I’ve ventured to the heart of the Mekong Delta in a town called Vinh Long. We’ve covered a fair amount of territory in this part of the world travelling in a minibus from Ha Tien to Can Tho and have now spent an afternoon and morning in and around Vinh Long. It’s all about the rivers that cris cross the countryside. Towns are based on river junctions and there’s as many people on the water as there is on land.
There’s plenty of bridges but in some parts of the Delta the bridges can be too far away and the locals rely upon ferries to make river crossings. We hired bikes to ride on an island opposite Vinh Long and managed to experience one first hand. They are fabulous. There’s no time table. Two ferries just go back and forth. Whilst a couple of pedestrians make the journey, the bulk of passengers are one motor scooters. As the ferry nears shore, the locals fire up their bikes like it’s the start of Phillip Island. We witnessed at least four similar operations around Vinh Long and Cai Be. There is a very big bridge that crosses the Mekong some way west of the city, to which Australia contributed 66% of the cost and plenty of the expertise. Doesn’t appear to have dented the support for the Vinh Long bike ferries.

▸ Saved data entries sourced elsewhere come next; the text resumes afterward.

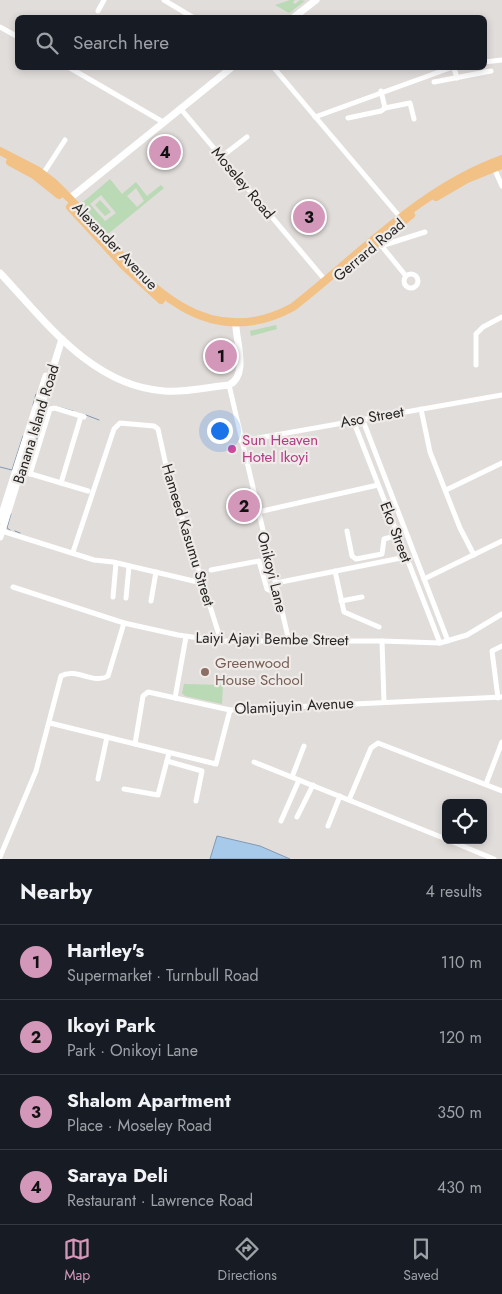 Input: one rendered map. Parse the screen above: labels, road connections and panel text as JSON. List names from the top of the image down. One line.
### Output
{"streets":{"main road":["Alexander Avenue","Gerrard Road"],"street":["Moseley Road","Aso Street","Banana Island Road","Eko Street","Hameed Kasumu Street","Onikoyi Lane","Laiyi Ajayi Bembe Street","Olamijuyin Avenue"]},"crossings":[["Alexander Avenue","Gerrard Road"],["Aso Street","Eko Street"],["Aso Street","Onikoyi Lane"],["Eko Street","Laiyi Ajayi Bembe Street"],["Hameed Kasumu Street","Laiyi Ajayi Bembe Street"],["Onikoyi Lane","Laiyi Ajayi Bembe Street"]],"places":["Sun Heaven Hotel Ikoyi","Greenwood House School"],"page":{"search":"Search here","pins":["4","3","1","2"],"heading":["Nearby","4 results"],"list":[{"mark":"1","name":"Hartley's","note":"Supermarket · Turnbull Road","value":"110 m"},{"mark":"2","name":"Ikoyi Park","note":"Park · Onikoyi Lane","value":"120 m"},{"mark":"3","name":"Shalom Apartment","note":"Place · Moseley Road","value":"350 m"},{"mark":"4","name":"Saraya Deli","note":"Restaurant · Lawrence Road","value":"430 m"}],"nav":["Map","Directions","Saved"]}} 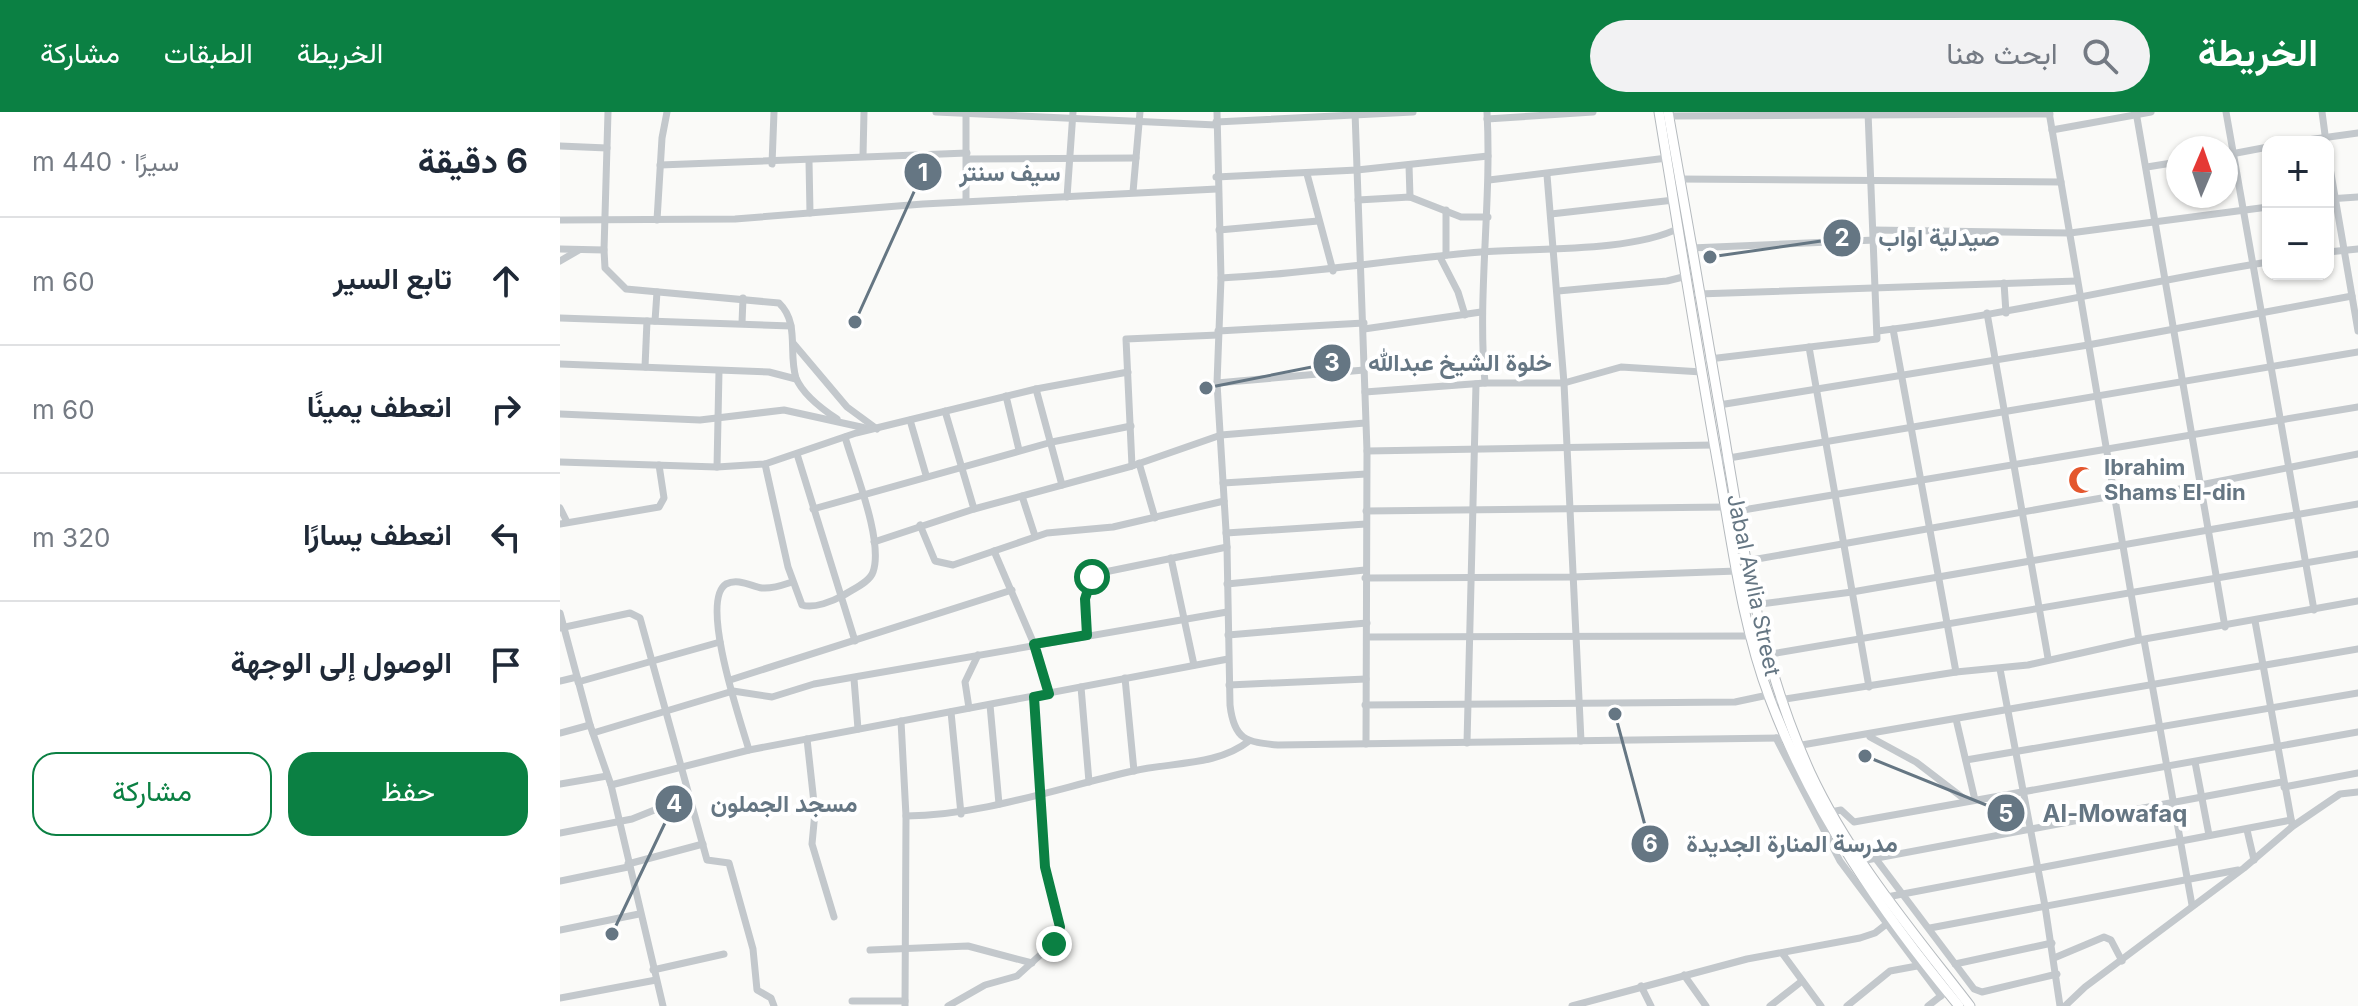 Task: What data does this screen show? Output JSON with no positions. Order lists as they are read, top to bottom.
{
  "streets": {
    "main road": ["Jabal Awlia Street"]
  },
  "places": {
    "other": [
      "صيدلية اواب",
      "سيف سنتر",
      "خلوة الشيخ عبدالله",
      "مدرسة المنارة الجديدة",
      "Al-Mowafaq",
      "مسجد الجملون"
    ],
    "mosque": ["Ibrahim Shams El-din"]
  },
  "north": "top",
  "page": {
    "header": "الخريطة",
    "search": "ابحث هنا",
    "nav": ["الخريطة", "الطبقات", "مشاركة"],
    "heading": ["6 دقيقة", "سيرًا · 440 m"],
    "map_buttons": ["+", "−"],
    "list": [
      ["تابع السير", "60 m"],
      ["انعطف يمينًا", "60 m"],
      ["انعطف يسارًا", "320 m"],
      "الوصول إلى الوجهة"
    ],
    "buttons": ["حفظ", "مشاركة"]
  }
}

Whilst it isn’t dry, this part of Vietnam is pretty ambivalent to booze. There’s no Bia Hoi and the locals just love their Ca Phes and smoothies, shakes and coffee. The hotels in Can Tho do do cocktails and you can get a beer most places where food is served – but there’s almost no stand alone bars. If you do find yourself in Can Tho, the best place for a beer (333 or Bia Saigon) or cocktail is the rooftop bar of the Kim Tho Hotel. I took in the sun set and my wingman and I were by ourselves. 360 degree reviews can be had, and they’ve conveniently placed high stools all around the rooftop’s edges. No OH&S timidity here. I visited again in the evening and the night time views, particularly of the river and the party boats are quite fine. 12 stories up gives great perspective.